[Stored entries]
---*---

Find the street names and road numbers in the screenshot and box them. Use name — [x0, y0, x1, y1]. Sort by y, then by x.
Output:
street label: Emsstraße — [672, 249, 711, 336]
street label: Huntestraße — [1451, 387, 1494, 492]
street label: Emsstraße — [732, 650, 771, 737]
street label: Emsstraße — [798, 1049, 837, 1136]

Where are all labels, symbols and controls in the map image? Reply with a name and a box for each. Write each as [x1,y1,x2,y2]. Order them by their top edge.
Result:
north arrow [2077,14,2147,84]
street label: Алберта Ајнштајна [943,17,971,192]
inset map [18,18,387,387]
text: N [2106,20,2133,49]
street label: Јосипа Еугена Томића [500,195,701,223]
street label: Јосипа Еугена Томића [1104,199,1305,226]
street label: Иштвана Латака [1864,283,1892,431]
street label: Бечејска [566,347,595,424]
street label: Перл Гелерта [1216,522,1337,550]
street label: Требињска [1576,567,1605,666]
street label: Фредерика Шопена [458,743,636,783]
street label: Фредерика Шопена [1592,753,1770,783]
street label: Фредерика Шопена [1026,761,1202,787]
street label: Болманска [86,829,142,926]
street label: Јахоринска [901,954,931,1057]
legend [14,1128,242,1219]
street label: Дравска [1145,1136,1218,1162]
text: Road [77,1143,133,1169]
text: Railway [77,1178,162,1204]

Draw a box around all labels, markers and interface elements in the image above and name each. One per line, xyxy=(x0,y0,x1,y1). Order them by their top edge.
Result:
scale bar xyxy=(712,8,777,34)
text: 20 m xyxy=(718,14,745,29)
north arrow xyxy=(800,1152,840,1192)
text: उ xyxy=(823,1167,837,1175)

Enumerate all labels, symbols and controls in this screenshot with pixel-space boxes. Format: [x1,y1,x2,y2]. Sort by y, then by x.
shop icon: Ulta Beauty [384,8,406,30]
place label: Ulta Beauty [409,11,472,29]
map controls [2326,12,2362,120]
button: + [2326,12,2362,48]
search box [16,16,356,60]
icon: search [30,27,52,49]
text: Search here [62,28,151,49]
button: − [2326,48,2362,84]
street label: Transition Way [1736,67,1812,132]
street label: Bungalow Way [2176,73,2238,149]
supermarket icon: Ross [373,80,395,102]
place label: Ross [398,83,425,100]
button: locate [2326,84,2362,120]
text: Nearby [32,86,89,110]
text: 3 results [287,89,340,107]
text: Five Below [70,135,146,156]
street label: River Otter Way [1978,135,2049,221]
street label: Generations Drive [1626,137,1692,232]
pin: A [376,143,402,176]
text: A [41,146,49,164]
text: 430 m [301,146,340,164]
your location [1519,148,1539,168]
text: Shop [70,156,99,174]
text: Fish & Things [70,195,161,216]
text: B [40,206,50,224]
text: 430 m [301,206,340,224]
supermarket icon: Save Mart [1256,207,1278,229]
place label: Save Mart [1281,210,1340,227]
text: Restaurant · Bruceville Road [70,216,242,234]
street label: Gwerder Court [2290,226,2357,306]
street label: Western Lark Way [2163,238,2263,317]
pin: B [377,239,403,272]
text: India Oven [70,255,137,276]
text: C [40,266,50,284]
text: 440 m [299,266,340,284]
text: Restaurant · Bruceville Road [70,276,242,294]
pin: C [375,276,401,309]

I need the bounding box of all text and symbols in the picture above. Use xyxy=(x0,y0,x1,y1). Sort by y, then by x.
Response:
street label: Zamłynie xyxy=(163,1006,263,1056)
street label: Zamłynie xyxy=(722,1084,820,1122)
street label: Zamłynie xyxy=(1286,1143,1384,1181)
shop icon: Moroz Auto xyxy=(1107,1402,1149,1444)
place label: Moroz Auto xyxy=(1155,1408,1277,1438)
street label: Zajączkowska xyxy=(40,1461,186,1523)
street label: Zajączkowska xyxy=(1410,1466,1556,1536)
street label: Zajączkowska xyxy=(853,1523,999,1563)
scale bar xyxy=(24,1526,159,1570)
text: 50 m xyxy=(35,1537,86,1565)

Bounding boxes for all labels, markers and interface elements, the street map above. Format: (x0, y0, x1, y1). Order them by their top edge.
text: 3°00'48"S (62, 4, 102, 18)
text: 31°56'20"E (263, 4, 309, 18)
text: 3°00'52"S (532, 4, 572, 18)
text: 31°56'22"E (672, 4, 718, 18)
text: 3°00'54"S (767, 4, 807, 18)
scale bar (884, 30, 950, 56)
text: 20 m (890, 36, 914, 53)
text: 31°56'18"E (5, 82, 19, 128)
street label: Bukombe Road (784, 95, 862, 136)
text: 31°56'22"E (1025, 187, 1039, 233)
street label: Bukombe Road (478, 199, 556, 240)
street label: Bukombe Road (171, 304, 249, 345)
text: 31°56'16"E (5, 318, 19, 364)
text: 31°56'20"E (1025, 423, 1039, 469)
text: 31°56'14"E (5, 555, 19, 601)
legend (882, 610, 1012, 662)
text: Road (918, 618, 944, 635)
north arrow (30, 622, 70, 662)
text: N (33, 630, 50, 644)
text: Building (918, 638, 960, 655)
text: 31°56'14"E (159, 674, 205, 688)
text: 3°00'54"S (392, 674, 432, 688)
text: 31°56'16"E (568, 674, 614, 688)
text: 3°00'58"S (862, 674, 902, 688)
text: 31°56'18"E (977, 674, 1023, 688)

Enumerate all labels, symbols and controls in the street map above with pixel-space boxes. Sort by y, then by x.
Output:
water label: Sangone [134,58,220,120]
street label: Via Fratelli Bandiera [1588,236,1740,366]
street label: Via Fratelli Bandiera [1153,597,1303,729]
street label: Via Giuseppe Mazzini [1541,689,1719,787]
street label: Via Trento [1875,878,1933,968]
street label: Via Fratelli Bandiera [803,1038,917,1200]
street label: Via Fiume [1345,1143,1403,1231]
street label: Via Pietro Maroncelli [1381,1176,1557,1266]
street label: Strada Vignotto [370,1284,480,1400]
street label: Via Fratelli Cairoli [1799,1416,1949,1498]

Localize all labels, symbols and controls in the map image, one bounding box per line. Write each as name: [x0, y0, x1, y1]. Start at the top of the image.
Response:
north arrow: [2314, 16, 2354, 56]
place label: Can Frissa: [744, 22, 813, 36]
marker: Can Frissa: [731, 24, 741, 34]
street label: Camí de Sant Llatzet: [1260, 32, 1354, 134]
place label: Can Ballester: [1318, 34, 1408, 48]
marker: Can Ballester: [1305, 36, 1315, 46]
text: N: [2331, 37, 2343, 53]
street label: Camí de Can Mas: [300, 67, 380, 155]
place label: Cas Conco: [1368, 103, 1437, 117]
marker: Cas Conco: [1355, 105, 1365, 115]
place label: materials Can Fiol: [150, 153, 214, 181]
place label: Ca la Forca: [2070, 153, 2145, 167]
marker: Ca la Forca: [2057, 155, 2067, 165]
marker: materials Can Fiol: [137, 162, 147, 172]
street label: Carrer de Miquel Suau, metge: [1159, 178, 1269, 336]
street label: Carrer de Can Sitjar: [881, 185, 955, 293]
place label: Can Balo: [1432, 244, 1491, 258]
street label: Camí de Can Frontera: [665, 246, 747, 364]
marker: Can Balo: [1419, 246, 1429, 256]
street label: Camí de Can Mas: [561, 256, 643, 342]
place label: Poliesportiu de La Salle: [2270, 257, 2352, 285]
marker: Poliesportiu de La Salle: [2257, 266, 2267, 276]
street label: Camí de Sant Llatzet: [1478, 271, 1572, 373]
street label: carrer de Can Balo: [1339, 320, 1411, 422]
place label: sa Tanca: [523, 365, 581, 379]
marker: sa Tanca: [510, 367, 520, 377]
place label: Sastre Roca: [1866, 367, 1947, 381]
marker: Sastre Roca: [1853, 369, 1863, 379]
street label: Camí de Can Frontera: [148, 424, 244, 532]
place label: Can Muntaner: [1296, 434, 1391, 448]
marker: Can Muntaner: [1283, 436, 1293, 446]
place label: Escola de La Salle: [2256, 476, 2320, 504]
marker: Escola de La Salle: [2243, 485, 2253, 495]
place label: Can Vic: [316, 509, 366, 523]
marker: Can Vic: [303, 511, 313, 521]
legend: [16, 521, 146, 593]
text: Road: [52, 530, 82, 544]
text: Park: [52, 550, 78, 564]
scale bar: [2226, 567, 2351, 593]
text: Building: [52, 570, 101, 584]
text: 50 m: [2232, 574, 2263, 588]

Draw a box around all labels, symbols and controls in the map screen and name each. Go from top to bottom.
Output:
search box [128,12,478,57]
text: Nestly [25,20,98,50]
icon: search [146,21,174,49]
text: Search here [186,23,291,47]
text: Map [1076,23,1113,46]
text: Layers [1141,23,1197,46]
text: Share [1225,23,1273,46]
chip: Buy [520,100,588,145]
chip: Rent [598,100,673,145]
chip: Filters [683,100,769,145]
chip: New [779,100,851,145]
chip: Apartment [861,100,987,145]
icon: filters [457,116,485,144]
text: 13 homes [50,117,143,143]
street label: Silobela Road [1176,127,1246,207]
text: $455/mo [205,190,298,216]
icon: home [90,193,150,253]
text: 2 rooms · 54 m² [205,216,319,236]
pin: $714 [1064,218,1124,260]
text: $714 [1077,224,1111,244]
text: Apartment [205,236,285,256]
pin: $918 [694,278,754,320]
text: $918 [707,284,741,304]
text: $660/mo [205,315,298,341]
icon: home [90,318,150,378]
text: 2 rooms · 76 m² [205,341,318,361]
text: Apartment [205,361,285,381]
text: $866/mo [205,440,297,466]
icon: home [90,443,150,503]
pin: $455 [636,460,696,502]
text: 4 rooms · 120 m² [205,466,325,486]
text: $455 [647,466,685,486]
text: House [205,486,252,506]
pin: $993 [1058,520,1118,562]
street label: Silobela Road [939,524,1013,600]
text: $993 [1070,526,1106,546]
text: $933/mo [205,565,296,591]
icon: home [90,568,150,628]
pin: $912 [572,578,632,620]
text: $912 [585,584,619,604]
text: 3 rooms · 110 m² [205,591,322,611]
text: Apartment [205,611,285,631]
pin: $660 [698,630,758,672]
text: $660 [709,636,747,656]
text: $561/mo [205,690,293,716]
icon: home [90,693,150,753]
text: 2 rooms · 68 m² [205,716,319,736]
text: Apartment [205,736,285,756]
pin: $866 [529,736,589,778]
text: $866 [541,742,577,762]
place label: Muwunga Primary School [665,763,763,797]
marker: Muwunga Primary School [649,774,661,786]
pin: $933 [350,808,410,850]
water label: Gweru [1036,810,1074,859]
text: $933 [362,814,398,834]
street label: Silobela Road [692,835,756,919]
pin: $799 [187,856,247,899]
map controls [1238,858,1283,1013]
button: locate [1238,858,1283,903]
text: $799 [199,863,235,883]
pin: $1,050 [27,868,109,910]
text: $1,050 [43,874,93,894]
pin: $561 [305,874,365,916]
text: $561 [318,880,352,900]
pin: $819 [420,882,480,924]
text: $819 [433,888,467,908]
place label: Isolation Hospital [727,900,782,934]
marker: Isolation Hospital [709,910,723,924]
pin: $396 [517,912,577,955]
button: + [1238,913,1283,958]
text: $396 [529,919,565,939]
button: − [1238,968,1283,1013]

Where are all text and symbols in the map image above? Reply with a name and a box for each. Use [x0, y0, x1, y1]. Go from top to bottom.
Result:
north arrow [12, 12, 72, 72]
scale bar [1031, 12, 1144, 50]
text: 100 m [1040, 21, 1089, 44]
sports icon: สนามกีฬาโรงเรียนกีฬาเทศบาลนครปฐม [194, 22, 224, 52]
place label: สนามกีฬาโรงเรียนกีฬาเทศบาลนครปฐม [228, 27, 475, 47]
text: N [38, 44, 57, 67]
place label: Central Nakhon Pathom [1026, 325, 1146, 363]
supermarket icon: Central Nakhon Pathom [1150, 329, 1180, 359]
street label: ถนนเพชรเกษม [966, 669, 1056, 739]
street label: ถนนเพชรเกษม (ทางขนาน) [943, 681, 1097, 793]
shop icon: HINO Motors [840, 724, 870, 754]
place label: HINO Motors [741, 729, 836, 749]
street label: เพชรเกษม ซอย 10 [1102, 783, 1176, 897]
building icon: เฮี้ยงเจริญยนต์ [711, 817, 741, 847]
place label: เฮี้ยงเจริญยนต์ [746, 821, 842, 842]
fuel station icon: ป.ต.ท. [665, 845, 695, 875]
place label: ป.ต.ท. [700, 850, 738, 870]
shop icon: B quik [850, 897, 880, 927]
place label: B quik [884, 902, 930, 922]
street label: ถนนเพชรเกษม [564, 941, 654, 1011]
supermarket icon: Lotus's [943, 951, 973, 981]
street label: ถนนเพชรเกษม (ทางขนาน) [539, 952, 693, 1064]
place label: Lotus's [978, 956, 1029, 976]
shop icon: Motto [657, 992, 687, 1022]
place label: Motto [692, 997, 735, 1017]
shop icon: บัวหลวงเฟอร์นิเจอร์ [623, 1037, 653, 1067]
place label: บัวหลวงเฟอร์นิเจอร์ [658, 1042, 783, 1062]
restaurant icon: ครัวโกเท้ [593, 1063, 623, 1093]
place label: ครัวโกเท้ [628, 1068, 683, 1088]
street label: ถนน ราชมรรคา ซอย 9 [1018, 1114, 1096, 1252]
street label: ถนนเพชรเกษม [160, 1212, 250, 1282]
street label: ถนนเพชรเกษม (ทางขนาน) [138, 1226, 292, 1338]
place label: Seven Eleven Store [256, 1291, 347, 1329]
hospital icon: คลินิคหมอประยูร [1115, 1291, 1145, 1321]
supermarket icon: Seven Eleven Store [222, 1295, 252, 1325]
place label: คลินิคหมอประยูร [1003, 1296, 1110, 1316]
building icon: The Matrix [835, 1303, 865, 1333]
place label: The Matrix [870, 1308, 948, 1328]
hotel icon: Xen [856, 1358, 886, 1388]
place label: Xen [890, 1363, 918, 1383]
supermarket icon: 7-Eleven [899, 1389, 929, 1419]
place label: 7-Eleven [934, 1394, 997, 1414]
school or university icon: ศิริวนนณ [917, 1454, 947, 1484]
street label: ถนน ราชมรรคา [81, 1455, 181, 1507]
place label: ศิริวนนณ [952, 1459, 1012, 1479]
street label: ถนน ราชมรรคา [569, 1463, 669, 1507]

---*---

Please copy, word for word, every line from the first line of the records through the line containing "Where are all labels, symbols", with both of those lines included and nothing else.

• [EXERCISE SOLUTION]
Find the street names and road numbers in the screenshot and box them. Use name — [x0, y0, x1, y1]. Sort by y, then by x.
Output:
street label: Emsstraße — [672, 249, 711, 336]
street label: Huntestraße — [1451, 387, 1494, 492]
street label: Emsstraße — [732, 650, 771, 737]
street label: Emsstraße — [798, 1049, 837, 1136]

Where are all labels, symbols and controls in the map image? Reply with a name and a box for each. Write each as [x1,y1,x2,y2]. Order them by their top edge.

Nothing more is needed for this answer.